__What to work on__: In these entries, tally the lines where "Özel" occurs. Respond with only the count.

(Items from a data source)
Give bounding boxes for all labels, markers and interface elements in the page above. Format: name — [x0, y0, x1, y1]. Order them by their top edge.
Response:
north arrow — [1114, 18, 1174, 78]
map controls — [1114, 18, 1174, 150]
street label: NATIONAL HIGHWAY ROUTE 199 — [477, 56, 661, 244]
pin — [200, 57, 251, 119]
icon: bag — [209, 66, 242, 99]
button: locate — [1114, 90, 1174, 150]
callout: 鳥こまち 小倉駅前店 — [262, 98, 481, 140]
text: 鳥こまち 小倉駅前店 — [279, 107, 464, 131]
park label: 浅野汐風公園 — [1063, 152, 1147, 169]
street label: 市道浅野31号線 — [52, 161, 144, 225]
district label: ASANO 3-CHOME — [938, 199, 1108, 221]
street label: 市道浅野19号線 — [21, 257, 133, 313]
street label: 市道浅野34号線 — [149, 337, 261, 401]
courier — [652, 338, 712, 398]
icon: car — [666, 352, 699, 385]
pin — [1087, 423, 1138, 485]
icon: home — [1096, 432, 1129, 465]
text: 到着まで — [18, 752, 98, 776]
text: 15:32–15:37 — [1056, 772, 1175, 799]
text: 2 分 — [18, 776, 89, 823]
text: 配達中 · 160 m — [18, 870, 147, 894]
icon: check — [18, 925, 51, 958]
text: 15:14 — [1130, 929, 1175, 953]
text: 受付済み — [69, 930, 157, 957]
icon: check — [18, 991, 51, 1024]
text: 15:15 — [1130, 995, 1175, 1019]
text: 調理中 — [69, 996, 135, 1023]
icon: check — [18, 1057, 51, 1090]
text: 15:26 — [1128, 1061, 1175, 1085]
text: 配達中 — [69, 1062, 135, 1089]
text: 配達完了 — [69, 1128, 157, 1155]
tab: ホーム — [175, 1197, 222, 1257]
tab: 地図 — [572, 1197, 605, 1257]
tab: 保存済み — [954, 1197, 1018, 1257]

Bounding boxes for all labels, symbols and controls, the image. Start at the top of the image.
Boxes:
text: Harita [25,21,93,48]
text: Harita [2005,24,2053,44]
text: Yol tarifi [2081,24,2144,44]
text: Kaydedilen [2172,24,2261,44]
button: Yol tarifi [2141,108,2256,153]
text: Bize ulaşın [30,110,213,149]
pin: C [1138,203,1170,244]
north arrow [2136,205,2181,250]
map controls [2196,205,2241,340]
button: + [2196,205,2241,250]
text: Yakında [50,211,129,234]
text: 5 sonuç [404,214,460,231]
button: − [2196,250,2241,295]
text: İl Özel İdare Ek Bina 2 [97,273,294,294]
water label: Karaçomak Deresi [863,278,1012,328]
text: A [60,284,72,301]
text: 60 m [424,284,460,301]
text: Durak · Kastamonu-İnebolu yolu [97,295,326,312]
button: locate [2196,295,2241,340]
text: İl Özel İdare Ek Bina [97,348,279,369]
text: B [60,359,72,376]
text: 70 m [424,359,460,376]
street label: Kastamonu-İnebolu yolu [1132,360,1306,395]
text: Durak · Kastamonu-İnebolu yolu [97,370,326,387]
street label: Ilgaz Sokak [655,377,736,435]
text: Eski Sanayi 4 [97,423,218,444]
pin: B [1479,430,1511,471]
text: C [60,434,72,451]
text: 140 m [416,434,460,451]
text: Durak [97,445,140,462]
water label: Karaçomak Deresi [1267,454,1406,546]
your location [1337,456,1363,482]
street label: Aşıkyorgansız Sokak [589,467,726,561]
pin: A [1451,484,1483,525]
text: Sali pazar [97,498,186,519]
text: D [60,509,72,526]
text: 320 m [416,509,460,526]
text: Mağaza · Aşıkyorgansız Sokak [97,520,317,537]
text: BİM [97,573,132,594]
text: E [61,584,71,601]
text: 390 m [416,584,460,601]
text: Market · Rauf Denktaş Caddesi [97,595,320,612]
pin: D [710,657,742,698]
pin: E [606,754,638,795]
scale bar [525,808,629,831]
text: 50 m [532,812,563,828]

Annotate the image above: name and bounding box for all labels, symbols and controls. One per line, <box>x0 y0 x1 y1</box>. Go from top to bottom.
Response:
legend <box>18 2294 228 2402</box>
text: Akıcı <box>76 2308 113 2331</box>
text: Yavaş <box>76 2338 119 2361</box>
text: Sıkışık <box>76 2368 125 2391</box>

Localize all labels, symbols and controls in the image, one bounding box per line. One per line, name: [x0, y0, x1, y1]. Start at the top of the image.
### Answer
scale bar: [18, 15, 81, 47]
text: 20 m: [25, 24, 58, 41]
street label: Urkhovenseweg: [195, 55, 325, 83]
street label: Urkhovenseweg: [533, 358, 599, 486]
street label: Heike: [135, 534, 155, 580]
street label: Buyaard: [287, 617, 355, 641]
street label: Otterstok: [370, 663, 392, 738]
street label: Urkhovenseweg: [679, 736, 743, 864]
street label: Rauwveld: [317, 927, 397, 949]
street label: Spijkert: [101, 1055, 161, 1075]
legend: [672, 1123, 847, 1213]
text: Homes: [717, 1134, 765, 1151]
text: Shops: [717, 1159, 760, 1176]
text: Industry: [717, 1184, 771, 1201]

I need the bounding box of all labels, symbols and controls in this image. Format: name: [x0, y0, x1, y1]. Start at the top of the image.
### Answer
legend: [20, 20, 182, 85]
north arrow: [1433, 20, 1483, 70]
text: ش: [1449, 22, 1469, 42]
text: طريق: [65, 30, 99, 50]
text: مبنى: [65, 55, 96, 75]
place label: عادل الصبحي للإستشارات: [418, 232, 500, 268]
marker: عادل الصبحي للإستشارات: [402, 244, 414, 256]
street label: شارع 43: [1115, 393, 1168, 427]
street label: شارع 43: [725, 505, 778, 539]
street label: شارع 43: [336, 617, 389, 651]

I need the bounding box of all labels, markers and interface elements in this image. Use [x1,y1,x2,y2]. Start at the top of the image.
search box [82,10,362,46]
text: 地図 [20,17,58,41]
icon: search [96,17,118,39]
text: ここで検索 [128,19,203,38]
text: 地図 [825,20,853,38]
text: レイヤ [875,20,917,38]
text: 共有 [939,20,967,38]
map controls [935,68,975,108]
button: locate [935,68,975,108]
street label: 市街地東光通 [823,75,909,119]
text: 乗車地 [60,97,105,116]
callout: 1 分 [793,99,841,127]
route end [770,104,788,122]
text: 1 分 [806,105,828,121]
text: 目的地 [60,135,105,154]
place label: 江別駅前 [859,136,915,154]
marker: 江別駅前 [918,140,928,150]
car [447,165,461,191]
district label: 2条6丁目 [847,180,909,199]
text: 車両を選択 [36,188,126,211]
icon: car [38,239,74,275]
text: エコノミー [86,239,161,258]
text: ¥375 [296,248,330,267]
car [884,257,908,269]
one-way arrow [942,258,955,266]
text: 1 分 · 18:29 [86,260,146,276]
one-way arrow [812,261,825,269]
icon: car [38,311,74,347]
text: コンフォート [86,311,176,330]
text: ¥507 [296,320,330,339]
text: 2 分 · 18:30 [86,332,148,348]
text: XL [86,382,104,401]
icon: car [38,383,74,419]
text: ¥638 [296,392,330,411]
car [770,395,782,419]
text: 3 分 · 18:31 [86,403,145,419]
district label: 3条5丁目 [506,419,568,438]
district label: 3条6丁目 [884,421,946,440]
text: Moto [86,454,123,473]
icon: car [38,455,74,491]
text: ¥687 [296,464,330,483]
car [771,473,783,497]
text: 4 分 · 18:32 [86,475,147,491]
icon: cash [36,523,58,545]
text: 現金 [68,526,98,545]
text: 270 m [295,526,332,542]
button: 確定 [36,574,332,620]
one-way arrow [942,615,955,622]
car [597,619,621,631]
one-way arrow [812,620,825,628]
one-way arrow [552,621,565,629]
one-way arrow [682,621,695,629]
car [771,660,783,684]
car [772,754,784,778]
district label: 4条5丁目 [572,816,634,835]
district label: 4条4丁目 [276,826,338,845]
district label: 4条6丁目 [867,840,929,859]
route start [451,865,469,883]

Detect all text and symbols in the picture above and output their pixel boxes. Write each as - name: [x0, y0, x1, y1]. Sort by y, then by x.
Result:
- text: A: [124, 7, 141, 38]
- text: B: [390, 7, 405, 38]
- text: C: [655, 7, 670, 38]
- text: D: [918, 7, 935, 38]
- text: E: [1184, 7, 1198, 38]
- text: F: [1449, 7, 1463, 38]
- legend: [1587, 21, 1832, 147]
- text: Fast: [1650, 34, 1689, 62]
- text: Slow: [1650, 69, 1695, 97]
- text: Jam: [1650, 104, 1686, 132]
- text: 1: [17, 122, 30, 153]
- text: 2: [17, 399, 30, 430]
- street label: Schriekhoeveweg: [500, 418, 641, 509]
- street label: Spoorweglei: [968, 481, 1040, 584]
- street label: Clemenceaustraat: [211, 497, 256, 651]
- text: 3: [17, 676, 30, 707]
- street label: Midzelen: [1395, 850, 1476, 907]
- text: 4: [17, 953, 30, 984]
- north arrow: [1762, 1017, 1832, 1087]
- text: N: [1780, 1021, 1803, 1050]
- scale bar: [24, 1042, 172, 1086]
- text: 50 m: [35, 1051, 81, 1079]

__Answer below__: 2